_Assigned task_: Every line in the records below between the one holding "Instruction: Serialize what" and the one holding "Extract the structured data from the screen", inclusive, is to be set down exactly; all other lines are to be left out.

_Extracted records_:
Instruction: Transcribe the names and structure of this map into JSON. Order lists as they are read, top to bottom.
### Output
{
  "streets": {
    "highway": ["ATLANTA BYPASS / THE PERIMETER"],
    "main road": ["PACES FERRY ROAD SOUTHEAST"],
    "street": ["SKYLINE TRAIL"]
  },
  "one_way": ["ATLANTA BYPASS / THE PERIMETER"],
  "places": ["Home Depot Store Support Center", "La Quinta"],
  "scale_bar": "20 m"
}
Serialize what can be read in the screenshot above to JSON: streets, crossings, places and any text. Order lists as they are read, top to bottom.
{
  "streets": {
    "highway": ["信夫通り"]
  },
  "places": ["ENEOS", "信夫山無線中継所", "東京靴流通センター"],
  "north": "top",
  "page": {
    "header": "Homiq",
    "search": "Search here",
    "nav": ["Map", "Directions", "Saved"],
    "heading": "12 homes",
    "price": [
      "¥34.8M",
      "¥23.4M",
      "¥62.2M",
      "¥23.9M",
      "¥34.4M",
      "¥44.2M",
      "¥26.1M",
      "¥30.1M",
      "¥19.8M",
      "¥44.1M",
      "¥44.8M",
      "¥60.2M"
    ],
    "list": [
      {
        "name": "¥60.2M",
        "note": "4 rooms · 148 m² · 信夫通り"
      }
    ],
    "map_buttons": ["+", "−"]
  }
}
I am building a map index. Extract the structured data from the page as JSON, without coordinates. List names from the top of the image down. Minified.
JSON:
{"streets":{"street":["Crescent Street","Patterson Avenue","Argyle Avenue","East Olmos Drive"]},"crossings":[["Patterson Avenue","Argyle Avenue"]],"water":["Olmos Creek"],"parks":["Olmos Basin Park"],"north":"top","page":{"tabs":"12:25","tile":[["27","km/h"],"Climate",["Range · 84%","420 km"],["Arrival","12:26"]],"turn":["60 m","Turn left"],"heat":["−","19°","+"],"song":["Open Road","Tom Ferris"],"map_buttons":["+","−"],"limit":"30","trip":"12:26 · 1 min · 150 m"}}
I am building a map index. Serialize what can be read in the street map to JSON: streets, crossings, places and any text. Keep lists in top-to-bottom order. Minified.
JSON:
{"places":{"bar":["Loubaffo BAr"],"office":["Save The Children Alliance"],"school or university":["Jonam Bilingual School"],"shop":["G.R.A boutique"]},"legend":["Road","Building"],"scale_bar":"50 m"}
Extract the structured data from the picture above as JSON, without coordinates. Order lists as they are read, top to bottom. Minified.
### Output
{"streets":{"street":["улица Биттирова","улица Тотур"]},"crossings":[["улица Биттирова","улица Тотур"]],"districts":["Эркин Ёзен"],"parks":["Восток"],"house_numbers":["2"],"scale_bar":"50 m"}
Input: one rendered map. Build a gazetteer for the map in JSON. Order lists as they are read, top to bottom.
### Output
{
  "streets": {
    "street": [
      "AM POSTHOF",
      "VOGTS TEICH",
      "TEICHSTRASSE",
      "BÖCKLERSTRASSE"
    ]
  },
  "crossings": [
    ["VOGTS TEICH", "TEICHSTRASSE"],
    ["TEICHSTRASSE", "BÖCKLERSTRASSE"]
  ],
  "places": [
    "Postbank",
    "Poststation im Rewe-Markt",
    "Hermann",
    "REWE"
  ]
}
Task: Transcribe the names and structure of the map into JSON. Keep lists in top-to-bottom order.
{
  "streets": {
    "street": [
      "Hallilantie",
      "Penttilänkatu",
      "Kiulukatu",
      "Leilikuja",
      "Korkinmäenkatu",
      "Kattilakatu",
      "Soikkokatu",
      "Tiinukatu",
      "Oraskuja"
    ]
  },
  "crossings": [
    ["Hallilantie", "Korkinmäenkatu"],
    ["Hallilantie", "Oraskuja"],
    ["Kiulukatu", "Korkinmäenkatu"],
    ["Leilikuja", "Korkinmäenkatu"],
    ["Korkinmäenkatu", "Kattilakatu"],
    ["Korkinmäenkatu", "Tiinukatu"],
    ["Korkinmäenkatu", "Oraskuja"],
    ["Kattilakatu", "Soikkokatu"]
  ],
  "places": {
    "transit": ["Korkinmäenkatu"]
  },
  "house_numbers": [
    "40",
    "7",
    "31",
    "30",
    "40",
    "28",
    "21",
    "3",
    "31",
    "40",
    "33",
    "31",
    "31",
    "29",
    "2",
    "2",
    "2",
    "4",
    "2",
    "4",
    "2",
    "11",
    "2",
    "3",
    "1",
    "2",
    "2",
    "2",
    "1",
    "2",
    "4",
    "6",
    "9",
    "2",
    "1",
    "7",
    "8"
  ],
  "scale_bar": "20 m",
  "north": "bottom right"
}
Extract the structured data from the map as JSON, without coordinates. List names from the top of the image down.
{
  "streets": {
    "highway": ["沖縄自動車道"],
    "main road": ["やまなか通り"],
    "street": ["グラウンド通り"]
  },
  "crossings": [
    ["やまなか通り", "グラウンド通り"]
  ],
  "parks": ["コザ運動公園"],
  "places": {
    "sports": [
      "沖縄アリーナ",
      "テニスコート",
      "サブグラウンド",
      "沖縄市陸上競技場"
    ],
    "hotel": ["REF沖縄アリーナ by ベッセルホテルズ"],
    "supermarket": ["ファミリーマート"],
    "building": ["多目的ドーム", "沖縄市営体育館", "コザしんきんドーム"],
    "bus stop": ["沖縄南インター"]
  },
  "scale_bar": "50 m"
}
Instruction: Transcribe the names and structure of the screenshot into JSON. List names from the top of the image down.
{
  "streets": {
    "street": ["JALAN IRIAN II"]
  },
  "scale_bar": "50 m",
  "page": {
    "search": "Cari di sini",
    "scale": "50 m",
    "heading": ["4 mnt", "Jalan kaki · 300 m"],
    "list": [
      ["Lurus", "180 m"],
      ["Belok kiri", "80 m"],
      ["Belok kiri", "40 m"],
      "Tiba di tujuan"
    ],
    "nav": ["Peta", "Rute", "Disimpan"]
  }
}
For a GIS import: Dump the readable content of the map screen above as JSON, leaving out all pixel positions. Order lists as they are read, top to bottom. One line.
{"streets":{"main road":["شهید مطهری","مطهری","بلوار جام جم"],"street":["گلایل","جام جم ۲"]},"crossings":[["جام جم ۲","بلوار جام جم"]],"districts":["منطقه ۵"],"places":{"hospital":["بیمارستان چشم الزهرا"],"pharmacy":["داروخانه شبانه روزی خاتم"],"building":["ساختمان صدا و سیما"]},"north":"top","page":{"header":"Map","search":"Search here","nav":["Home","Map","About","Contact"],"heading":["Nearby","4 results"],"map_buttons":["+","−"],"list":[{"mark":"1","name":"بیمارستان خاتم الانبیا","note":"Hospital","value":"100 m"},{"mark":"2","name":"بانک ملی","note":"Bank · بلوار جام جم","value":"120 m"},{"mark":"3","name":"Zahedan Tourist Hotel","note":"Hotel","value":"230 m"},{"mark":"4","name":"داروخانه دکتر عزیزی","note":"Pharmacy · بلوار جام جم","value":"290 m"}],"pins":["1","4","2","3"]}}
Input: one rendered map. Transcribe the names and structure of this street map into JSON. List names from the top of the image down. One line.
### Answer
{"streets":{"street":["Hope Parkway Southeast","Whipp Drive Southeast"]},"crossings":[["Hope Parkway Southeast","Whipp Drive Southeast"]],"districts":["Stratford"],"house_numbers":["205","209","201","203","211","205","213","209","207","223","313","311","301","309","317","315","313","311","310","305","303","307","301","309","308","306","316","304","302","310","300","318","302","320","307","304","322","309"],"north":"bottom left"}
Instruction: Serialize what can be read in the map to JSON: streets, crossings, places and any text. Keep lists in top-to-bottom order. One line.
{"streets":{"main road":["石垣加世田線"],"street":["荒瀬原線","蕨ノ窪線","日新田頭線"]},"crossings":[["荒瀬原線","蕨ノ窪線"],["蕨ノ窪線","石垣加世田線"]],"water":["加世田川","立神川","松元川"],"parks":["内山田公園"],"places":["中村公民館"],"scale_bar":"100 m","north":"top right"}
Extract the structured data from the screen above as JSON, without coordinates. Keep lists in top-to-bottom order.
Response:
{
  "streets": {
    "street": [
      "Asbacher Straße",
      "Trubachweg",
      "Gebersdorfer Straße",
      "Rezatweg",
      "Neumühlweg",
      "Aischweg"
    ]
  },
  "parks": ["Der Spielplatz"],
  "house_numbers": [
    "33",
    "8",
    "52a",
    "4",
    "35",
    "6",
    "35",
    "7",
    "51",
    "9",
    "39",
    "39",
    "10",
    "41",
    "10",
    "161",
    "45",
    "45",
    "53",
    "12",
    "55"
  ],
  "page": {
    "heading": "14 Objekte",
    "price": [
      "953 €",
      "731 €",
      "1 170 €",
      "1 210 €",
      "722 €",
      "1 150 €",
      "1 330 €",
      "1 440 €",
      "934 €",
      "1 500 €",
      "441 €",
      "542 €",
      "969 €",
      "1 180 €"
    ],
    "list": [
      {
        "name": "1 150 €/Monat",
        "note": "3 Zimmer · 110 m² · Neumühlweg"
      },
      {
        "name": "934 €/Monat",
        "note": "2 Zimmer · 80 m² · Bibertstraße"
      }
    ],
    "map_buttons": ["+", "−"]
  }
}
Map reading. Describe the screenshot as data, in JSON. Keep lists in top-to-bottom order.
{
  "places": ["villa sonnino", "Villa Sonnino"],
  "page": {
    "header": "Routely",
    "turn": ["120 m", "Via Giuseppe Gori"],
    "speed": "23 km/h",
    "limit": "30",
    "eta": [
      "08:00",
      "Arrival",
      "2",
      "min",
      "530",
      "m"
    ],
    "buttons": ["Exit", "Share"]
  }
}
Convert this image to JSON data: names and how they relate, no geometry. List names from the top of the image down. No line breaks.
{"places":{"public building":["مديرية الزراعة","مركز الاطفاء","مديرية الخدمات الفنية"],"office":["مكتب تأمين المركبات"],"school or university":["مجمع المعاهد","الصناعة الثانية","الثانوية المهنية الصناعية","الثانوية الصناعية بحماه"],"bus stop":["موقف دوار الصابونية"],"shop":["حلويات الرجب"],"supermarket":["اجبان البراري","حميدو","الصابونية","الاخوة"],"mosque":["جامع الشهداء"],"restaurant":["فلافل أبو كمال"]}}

_Result_:
Instruction: Serialize what can be read in the map to JSON: streets, crossings, places and any text. Keep lists in top-to-bottom order. One line.
{"streets":{"main road":["石垣加世田線"],"street":["荒瀬原線","蕨ノ窪線","日新田頭線"]},"crossings":[["荒瀬原線","蕨ノ窪線"],["蕨ノ窪線","石垣加世田線"]],"water":["加世田川","立神川","松元川"],"parks":["内山田公園"],"places":["中村公民館"],"scale_bar":"100 m","north":"top right"}
Extract the structured data from the screen above as JSON, without coordinates. Keep lists in top-to-bottom order.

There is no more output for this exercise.